Lorentz invariance violation and electromagnetic field in an intrinsically anisotropic spacetime

TL;DR

This paper explores how Lorentz invariance violation, arising from Finsler geometry's anisotropic spacetime, affects electromagnetic fields, leading to direction-dependent light speed and potential observational constraints.

Contribution

It presents a Lorentz-violating electromagnetic theory in Finsler spacetime, deriving Maxwell equations and wave solutions consistent with the standard model extension.

Findings

Light speed depends on propagation direction.

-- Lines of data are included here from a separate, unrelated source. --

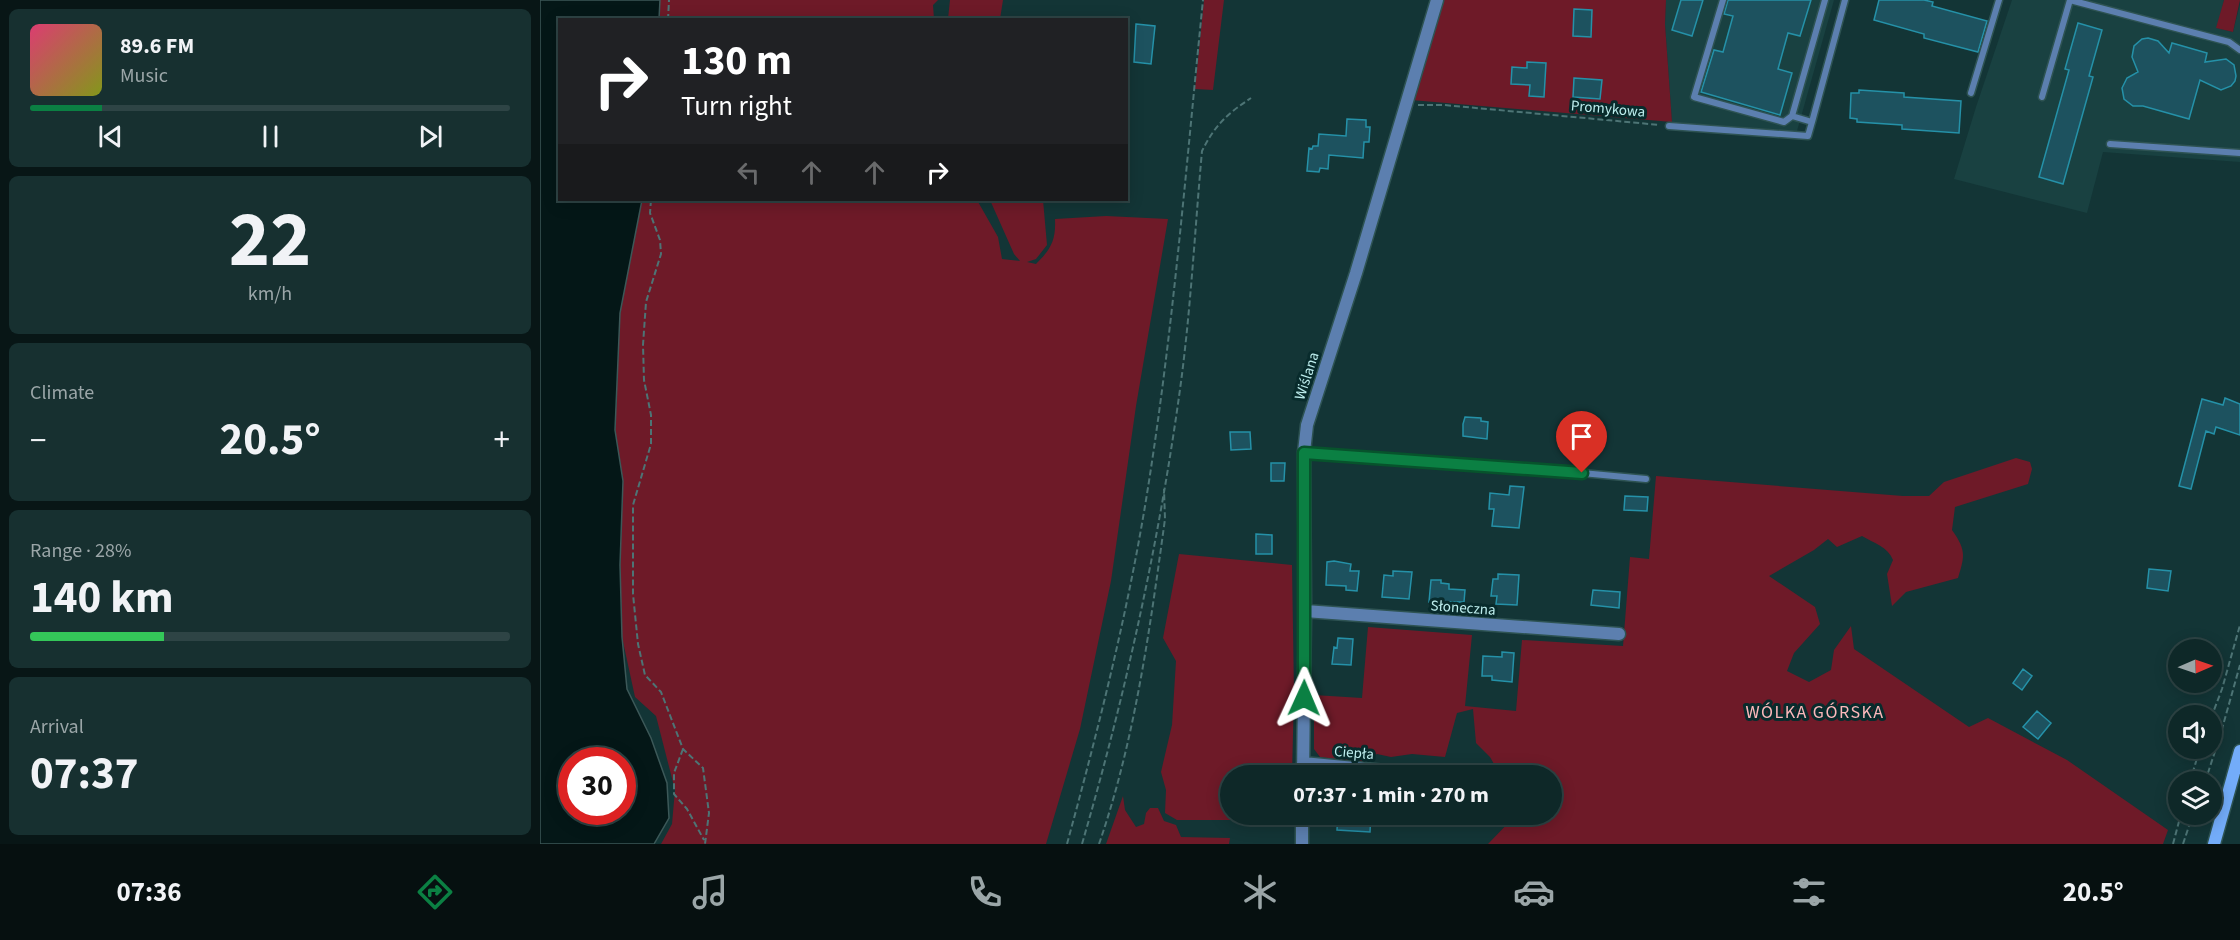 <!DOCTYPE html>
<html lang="en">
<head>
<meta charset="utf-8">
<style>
	:root { --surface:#0e2828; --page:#173030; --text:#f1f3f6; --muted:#9ba6a8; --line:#2e4445; --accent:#0b8043 }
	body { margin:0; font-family:"Source Sans 3",sans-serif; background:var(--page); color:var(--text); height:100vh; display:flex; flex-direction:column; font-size:22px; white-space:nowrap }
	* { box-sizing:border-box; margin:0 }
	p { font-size:20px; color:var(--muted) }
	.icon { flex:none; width:33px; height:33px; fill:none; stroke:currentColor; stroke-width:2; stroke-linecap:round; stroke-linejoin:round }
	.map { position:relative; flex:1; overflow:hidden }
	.panel { display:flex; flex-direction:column; gap:9px; padding:9px; background:#081616; width:540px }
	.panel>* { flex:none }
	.top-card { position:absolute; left:18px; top:18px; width:570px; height:183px; border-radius:0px; box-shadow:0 3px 15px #0003,0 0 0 2px var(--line); background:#202124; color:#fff; overflow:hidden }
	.needle { width:39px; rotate:88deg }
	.tools { position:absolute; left:1628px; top:639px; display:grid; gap:12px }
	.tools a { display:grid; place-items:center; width:54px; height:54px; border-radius:50%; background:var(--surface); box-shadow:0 3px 15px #0003,0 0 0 2px var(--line); font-size:30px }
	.speed { position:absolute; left:18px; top:747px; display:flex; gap:12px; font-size:30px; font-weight:700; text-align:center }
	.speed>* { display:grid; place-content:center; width:78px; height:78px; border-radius:50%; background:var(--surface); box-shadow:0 3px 15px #0003,0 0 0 2px var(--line); line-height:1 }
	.speed .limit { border:9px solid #d22; background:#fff; color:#111 }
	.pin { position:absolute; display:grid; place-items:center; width:51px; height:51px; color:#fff; margin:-62px -26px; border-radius:50% 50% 50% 0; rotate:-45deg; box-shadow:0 0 6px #0007 }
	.pin .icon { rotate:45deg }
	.me { position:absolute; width:66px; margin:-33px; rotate:1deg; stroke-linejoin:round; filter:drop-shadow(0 0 4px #0008) }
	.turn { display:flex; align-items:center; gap:21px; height:126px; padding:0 24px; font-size:27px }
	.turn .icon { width:78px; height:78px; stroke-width:2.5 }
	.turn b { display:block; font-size:42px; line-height:51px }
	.lanes { display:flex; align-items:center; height:57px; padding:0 24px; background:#0003; justify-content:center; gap:30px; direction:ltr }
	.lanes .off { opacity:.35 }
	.big { font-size:45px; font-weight:700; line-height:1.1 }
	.panel .widget { flex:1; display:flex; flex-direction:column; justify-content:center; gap:9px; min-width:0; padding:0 21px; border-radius:9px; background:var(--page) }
	.panel .dial { align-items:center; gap:0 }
	.dial b { font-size:78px; line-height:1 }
	.song { display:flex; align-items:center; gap:18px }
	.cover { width:72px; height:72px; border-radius:9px; background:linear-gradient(135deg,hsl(340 70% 55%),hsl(70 70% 35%)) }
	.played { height:6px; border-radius:3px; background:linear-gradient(90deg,var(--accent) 15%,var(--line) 15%) }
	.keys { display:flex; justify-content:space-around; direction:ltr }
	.heat { display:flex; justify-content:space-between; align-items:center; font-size:33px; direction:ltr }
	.charge { height:9px; border-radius:4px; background:linear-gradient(90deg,#34c759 28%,var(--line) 0) }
	.trip { position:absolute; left:680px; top:765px; width:342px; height:60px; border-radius:30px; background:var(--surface); box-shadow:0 3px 15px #0003,0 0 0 2px var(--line); font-weight:700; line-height:60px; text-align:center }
	.tabs { display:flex; height:96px; justify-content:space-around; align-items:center; background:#061010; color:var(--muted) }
	.tabs .icon { width:42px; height:42px }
	.tabs .active { color:var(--accent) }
	.tabs b { font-size:27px; color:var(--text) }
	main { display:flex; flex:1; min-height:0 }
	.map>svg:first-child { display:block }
	.built { fill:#194141 }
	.green { fill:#6e1a28 }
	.water { fill:#041717; stroke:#3c5858; stroke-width:1.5; fill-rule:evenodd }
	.building { fill:#1d525f; stroke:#2591a8; stroke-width:1.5 }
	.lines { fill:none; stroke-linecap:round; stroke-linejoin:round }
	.lane-casing { stroke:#2e5353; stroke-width:9 }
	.street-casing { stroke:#2e5353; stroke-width:15 }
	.secondary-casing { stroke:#2e5353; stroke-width:15 }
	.path { stroke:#4d7475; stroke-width:2; stroke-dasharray:6 3; stroke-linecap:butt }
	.lane { stroke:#5c7faf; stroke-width:6 }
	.street { stroke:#5c7faf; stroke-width:12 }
	.secondary { stroke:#73acf9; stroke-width:12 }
	.route-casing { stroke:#07532c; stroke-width:15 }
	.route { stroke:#0b8043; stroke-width:10 }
	.labels { text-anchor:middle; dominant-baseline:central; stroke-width:6; stroke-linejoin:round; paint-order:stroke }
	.street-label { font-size:15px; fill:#beeeee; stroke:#082b2c }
	.quarter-label { font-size:18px; letter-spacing:1.5px; fill:#fdb8bb; stroke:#082b2c }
</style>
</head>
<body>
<main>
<section class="panel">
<div class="widget">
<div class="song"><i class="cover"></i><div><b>89.6 FM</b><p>Music</p></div></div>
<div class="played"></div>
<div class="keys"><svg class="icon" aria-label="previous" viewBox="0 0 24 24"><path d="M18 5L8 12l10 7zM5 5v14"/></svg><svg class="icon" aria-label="pause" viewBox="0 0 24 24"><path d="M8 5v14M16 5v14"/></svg><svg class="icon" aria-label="next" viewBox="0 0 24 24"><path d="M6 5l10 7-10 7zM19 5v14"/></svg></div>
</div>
<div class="widget dial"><b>22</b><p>km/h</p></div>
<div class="widget"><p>Climate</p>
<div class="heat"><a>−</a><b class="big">20.5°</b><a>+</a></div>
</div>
<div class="widget"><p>Range · 28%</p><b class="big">140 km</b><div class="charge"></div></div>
<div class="widget"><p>Arrival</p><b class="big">07:37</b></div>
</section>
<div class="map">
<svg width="1700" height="844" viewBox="0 0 1700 844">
	<rect width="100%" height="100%" fill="#133536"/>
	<path class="built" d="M1126 0H1294L1257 131 1132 122 1125 24Z
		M1472 0H1684L1677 28 1693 32 1700 4V162L1563 152 1547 213 1414 179 1436 107Z"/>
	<path class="green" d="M120 0H398L393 5 394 19 119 20Z
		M410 0H463L460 19H408Z
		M664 0H684L673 90 655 89Z
		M900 0H1126L1125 24 1132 122 871 100Z
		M1684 0H1700L1693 32 1676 28Z
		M102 200H437L458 237 462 259 480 261 474 254 450 200H503L507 245 496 259 487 262 496 264C511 249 516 240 515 219L566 216 628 219 596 406 571 581 540 729 506 844H121L132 824 135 790 116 716 95 697 82 637 80 565 83 481 75 430 80 313Z
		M1476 458 1490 462 1492 469 1488 484 1415 507 1412 530C1426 550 1425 555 1418 578L1366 592 1352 606 1347 574 1353 560C1348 547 1334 543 1322 536L1297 547 1288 539 1274 550 1229 576 1275 607 1280 624 1254 653 1247 671 1269 682 1291 670 1294 650 1311 626 1314 649 1429 727 1448 718 1527 760 1628 830 1623 844H948L976 815 1011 814V776L990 775 993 770 989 768 975 772 958 771 950 757 936 743 933 709 917 713 905 757 872 754 851 757 837 754 821 762 780 757 774 749V695L822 698 828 627 932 635 925 706 976 711 982 640 1083 646 1090 557 1109 559 1116 476 1363 496H1389L1404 482Z
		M639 554 752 565 754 694 752 775 690 776V814L751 815V824L698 820H637L625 813 626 790 621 772 632 725 636 661 623 638Z
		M583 796 585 810 596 827 604 824 606 813 610 808H618L624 821 636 825 641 837 690 838 689 844H566Z"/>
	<path class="water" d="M0 0H120L119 19 20 20V200H102L80 313 75 430 83 481 80 565 82 637 87 689 111 738 127 783 129 818 114 844H0ZM32 760H82V812H32Z"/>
	<path class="building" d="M1141 0H1163L1152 36 1132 30Z
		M1188 0H1271L1260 36 1248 33 1238 69 1252 73 1240 115 1161 92 1174 50 1183 52 1193 16 1184 14Z
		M1339 0H1384L1393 2 1392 6 1447 21 1438 52 1384 38V34L1334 20Z
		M1034 9 1052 10 1051 37 1033 36Z
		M1538 23 1562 30 1549 76 1553 77 1523 184 1499 177 1529 70 1525 69Z
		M596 24 615 26 611 64 594 62Z
		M1608 38 1618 41 1629 53 1632 43 1667 53 1665 62 1686 59 1694 65 1696 76 1695 81 1691 86 1681 90 1660 80 1649 119 1603 106H1593L1584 99 1582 88 1587 78 1598 72 1592 57 1594 46 1602 39Z
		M987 62 1006 63 1004 97 989 96 990 85 971 84 972 67 987 68Z
		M1034 78 1062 80 1060 99 1033 97Z
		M1319 90 1364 93V97L1421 101 1419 133 1362 129V125L1317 122V119L1310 118 1311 93H1319Z
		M807 119 826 120V127H830L829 142H824L823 158 789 155 788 169 780 168 779 172 767 171 769 148 772 149 773 146H778L779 134 806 136Z
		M1685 398 1700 404V435L1676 427 1674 434 1666 431 1651 489 1639 486 1662 399 1683 405Z
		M925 417 941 418V421L948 422 947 439 923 436V424Z
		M690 432H710L711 449 691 450Z
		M731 463H745L744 481H731Z
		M970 486 984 487 979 528 952 526 954 509H949L950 493 969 495Z
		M1085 496 1108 497 1107 511 1084 510Z
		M716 534 732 535V554H716Z
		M794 561 811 564 810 571H819L817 591 806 590V586L786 585 787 562Z
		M1609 569 1631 571 1628 591 1607 588Z
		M853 571 872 572 869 599 842 597 844 575 853 576Z
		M958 574 979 575 977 605 956 604 957 596H951L953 579H958Z
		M891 580H901V583L909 584V589L925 590 924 602H889Z
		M1053 590 1080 592 1079 608 1051 605Z
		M798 638 813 639 811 665 792 664 794 647 797 648Z
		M962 652 974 653 972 682 952 680V676H942L943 656 962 657Z
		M1483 669 1492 676 1482 690 1473 683Z
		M1497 711 1511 723 1498 739 1483 727Z
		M798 814H831L830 832 797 830Z"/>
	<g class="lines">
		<g class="lane-casing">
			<path id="lane" d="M1183 0 1154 97 1244 122 1252 116 1272 122 1305 0
				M1530 0 1689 42 1700 50
				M1431 93 1459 0
				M1502 97 1530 0
				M1252 116 1285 0
				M1129 126 1268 136 1272 122
				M1570 144 1700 153
				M764 453 999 469 1106 479"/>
		</g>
		<g class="street-casing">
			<path id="street" d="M765 611 1079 634
				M763 763 897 776
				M763 776 765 611 764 452 767 425 816 273 897 0
				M762 844V814"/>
		</g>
		<g class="secondary-casing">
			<path id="secondary" d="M1674 844 1700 751"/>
		</g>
		<path class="path" d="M128 20 129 0
			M878 105H904L1120 125
			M111 200 110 213 120 240 121 254 106 302 103 345 104 380 111 415V444L93 505V594L98 644 105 675 121 692 143 749 163 768 169 813 165 844
			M1671 718 1682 689 1700 625
			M143 749 134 773V794L147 809 164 840
			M1650 782 1660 748
			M1665 782 1680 736 1700 665
			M527 844C558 730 587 616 606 500 633 334 646 167 663 0
			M542 844C586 693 620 538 641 382 651 306 655 228 662 151 675 125 687 114 711 98
			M559 844C595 740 610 628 625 519L624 489
			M1633 844 1641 814
			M1643 844 1653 814"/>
		<use href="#lane" class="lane"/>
		<use href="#street" class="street"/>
		<use href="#secondary" class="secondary"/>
	</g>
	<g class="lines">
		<g class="route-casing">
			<path id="route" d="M764 698V453L1042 473"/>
		</g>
		<use href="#route" class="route"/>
	</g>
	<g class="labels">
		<g class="street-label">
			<text transform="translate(1068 109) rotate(5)">Promykowa</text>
			<text transform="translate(767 376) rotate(-72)">Wiślana</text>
			<text transform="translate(923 608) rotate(4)">Słoneczna</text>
			<text transform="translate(814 753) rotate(5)">Ciepła</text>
		</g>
		<g class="quarter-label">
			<text x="1275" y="712">WÓLKA GÓRSKA</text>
		</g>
	</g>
</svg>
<div class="tools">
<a><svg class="needle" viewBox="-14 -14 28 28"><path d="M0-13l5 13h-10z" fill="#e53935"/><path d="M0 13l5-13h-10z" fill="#9ba6a8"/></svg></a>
<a><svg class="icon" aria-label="sound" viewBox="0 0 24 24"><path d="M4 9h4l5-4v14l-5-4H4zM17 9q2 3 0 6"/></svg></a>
<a><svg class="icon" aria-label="layers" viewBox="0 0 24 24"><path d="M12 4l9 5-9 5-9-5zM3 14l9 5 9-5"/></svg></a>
</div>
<div class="speed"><div class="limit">30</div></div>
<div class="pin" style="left:1042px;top:473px;background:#d93025"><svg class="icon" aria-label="arrive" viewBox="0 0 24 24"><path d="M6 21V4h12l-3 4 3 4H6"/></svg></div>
<svg class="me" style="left:764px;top:698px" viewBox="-20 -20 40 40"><path d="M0-17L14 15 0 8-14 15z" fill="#0b8043" stroke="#fff" stroke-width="4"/></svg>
<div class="trip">07:37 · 1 min · 270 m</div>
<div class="top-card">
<div class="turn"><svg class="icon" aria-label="right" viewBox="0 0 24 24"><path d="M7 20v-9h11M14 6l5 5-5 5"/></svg><div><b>130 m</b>Turn right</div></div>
<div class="lanes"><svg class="icon off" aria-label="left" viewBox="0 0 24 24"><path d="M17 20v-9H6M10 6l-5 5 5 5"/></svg><svg class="icon off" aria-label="ahead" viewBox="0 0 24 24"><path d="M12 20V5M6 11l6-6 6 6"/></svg><svg class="icon off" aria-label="ahead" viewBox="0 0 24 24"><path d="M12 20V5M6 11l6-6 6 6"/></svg><svg class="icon" aria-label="right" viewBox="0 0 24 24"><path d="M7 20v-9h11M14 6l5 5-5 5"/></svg></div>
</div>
</div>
</main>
<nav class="tabs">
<b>07:36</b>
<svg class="icon active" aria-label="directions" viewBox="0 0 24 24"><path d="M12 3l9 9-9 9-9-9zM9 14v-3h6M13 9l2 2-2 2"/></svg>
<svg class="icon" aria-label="music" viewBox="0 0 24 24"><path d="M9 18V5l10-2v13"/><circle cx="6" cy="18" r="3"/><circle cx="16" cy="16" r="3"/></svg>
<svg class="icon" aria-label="phone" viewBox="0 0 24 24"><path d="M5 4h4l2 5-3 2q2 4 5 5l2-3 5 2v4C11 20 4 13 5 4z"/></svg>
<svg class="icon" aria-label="climate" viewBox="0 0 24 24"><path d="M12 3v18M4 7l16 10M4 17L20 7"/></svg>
<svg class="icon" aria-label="car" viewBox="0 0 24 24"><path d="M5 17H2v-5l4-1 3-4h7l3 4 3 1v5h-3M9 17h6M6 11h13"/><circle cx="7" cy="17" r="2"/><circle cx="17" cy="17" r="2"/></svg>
<svg class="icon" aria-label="filters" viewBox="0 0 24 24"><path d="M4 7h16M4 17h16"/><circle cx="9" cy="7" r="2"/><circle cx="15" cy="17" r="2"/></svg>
<b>20.5°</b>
</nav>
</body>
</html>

No leading-order birefringence observed.

Constraints on spacetime anisotropy from gamma-ray burst data.

Abstract

Recently, Kostelecky [V.A. Kostelecky, Phys. Lett. B 701, 137 (2011)] proposed that the spontaneous Lorentz invariance violation (sLIV) is related to Finsler geometry. Finsler spacetime is intrinsically anisotropic and induces naturally Lorentz invariance violation (LIV). In this paper, the electromagnetic field is investigated in locally Minkowski spacetime. The Lagrangian is presented explicitly for the electromagnetic field. It is compatible with the one in the standard model extension (SME). We show the Lorentz--violating Maxwell equations as well as the electromagnetic wave equation. The formal plane wave solution is obtained for the electromagnetic wave. The speed of light may depend on the direction of light and the lightcone may be enlarged or narrowed. The LIV effects could be viewed as influence from an anisotropic media on the electromagnetic wave. In addition, the birefringence of light will not emerge at the leading order in this model. A constraint on the spacetime anisotropy is obtained from observations on gamma--ray bursts (GRBs).